Exclusive

World Cup workers expose Qatari abuses


The Sun reveals that Qatar is piling spies between the workforce at World Cup facilities to monitor workers who report violations and abuses committed by employers to humanitarian and human rights organizations.

Activists investigating conditions in the migrant workers’ camps say they are being interrogated by some workers, who are among the hardworking class that helped build the World Cup in Qatar.

Activists added that the way they were interrogated indicated that the interrogators had received professional training, Mail on Sunday reported.

Sources told Equidem, a global human rights organization, that the secret security guards were hired to weed out traditional informants.

Mustapha Kadiri, CEO of Equidem, stated: “We are in constant contact with workers in Qatar”.

According to the organization, workers were able to identify informants in the residential camps.

World Cup employees believe the spies have all recently arrived after exposing Qatari violations and abuses against them.

The Sun says the informants are in hiding to spy on human rights bodies and the workers they are looking to talk to, and are allegedly looking for any offensive operations and possible terrorist activity.

Kadiri said: “Our sense is that it was the government that set it up, not individual companies, but companies may have their own members as well”.

He also continued: “I have to be very careful there has been a high level of surveillance, not only from journalists and people like me visiting the country, but also from workers”.

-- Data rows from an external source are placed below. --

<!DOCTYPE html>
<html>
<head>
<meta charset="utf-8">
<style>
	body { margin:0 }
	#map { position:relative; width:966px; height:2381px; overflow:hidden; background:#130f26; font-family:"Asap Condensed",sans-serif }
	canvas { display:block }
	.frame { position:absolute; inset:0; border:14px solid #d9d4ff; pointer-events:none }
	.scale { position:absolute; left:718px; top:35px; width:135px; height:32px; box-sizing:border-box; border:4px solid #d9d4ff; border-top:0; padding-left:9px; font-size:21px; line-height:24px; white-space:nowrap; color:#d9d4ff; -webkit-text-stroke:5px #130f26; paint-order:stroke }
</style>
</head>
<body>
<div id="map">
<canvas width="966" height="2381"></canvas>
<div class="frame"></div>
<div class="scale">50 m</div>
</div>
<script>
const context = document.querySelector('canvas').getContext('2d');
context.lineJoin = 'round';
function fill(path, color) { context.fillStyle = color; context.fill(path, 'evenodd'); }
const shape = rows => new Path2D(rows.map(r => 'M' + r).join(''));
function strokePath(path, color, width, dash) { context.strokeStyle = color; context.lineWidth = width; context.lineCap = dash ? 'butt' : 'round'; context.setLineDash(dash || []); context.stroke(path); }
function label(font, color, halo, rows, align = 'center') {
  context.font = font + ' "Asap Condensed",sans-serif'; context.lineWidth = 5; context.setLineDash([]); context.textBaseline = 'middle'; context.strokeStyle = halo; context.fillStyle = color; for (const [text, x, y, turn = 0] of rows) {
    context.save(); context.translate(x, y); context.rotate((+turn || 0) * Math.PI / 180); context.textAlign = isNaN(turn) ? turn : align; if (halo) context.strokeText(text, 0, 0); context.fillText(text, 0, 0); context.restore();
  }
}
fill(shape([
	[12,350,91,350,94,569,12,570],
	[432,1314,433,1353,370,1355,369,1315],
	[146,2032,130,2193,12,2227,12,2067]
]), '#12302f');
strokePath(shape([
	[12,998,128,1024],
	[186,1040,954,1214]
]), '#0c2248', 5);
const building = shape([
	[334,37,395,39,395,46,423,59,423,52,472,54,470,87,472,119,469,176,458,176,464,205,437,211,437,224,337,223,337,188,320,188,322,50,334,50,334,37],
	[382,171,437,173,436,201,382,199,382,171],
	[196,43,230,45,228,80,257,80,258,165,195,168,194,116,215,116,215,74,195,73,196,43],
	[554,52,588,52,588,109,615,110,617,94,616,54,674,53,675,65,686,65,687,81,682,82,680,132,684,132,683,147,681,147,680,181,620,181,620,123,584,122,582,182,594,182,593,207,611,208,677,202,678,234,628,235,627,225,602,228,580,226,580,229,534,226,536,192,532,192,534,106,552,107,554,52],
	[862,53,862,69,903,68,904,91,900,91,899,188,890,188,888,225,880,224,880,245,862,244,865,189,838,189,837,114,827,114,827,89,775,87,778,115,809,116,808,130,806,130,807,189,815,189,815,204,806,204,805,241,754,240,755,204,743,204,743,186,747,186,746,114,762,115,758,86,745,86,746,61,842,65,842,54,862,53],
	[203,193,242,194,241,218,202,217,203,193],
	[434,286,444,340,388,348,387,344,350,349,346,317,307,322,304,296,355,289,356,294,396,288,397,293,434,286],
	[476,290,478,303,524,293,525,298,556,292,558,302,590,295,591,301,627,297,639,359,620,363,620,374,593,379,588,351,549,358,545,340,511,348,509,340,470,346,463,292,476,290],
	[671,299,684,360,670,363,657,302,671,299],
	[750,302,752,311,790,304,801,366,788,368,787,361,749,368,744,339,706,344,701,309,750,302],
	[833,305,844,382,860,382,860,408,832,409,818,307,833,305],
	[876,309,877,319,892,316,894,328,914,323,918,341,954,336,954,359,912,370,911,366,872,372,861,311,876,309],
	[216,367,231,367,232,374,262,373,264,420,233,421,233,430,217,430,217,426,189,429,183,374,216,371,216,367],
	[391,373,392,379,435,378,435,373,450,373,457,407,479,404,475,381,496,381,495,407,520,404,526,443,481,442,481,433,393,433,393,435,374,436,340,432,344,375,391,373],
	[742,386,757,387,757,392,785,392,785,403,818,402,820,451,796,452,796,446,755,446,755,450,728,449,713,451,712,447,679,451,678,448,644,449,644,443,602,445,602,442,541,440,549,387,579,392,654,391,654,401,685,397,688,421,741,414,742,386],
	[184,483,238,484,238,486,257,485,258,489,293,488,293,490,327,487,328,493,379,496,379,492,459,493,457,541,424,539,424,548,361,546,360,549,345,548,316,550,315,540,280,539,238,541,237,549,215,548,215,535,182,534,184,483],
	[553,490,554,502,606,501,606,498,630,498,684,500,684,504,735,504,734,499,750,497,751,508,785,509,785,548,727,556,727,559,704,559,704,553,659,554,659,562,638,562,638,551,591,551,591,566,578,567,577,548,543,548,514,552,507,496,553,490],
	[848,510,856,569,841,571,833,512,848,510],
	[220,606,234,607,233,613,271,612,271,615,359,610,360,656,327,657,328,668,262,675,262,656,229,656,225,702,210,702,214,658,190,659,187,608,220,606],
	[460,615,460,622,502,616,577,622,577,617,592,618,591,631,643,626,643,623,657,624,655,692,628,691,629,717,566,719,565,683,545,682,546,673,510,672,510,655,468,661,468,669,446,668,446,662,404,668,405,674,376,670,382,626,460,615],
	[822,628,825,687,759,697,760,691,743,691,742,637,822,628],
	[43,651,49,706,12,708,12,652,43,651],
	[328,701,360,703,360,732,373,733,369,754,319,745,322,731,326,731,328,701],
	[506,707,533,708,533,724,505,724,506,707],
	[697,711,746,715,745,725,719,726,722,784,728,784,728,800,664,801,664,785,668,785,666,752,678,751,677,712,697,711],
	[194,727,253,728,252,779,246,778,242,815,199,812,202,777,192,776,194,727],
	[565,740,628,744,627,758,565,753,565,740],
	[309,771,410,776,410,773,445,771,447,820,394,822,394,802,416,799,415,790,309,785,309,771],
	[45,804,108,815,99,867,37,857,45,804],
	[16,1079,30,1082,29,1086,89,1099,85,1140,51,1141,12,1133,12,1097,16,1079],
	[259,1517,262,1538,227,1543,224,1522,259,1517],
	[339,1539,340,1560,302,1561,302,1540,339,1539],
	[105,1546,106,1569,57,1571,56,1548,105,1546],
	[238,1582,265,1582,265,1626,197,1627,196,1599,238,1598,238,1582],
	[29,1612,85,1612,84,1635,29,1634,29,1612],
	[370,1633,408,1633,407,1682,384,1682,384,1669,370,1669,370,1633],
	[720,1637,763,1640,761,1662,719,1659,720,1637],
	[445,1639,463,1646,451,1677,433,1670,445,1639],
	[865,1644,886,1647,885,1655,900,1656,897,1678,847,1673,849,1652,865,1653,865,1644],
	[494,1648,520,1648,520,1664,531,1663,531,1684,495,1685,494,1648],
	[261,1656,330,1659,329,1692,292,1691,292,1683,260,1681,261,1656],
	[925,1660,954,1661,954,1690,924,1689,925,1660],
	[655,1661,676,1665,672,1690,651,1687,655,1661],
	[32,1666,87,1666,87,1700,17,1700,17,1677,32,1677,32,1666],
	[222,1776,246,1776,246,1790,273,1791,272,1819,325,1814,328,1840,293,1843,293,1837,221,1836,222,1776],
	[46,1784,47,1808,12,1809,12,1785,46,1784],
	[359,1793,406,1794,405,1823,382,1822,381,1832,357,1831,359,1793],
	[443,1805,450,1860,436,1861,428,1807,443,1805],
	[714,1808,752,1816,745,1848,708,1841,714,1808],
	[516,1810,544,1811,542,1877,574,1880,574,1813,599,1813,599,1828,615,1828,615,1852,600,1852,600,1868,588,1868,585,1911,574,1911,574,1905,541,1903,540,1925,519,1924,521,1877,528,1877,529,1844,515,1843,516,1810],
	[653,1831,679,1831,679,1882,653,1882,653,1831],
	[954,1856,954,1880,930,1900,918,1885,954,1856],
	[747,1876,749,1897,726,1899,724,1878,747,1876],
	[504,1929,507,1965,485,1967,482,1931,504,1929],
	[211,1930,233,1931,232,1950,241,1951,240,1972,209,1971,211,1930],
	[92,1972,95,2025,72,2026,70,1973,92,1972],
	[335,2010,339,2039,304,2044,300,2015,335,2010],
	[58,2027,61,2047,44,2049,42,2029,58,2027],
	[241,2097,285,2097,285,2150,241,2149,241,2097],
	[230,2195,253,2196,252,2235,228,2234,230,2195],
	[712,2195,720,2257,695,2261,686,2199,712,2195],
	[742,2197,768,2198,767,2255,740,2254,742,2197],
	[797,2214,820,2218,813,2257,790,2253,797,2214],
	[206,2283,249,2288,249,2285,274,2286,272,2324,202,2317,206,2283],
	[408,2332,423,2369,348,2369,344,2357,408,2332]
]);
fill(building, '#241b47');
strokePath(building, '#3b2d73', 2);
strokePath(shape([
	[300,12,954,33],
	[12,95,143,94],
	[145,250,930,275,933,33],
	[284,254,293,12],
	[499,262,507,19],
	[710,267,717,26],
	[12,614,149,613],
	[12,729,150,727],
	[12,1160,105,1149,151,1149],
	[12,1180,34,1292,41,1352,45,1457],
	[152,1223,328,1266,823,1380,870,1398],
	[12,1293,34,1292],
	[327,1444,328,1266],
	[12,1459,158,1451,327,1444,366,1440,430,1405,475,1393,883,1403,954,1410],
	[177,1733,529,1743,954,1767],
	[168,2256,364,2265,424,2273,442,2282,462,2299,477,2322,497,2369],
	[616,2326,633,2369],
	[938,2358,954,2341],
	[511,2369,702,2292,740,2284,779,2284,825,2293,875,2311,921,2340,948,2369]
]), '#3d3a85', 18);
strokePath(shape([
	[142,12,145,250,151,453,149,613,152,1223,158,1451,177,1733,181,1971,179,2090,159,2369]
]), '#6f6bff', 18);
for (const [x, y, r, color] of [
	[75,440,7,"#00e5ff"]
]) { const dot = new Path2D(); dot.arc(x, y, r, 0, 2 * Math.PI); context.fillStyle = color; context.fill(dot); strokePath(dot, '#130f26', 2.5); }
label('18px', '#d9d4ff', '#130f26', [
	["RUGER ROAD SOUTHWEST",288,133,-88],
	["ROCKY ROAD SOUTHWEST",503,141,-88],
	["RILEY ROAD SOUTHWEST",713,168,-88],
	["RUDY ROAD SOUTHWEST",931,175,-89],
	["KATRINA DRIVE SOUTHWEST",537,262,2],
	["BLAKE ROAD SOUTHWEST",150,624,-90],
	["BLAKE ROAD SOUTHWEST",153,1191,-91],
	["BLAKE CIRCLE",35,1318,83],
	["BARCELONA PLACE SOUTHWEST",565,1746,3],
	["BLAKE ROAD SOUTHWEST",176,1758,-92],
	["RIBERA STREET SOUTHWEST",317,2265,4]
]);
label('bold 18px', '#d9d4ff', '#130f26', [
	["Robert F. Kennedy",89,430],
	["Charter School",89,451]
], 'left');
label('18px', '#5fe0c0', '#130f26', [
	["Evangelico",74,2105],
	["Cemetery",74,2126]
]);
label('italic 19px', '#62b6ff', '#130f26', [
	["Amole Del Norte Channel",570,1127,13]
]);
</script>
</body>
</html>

In addition, there is a pattern of reprisals against workers who register complaints. The case of Malcolm Bedali, a Kenyan worker who was a security guard in Qatar and reported on Qatari violations against workers, is the greatest example of the Qatari regime’s reprisals against workers, as he was imprisoned and fined for “spreading false news with the intent of endangering the public order of the state”.

Bedali had previously stated that he was held in solitary confinement for a month before his release last June, and reported that he had been interrogated about information he had conveyed about the abuse of migrant workers at World Cup construction sites.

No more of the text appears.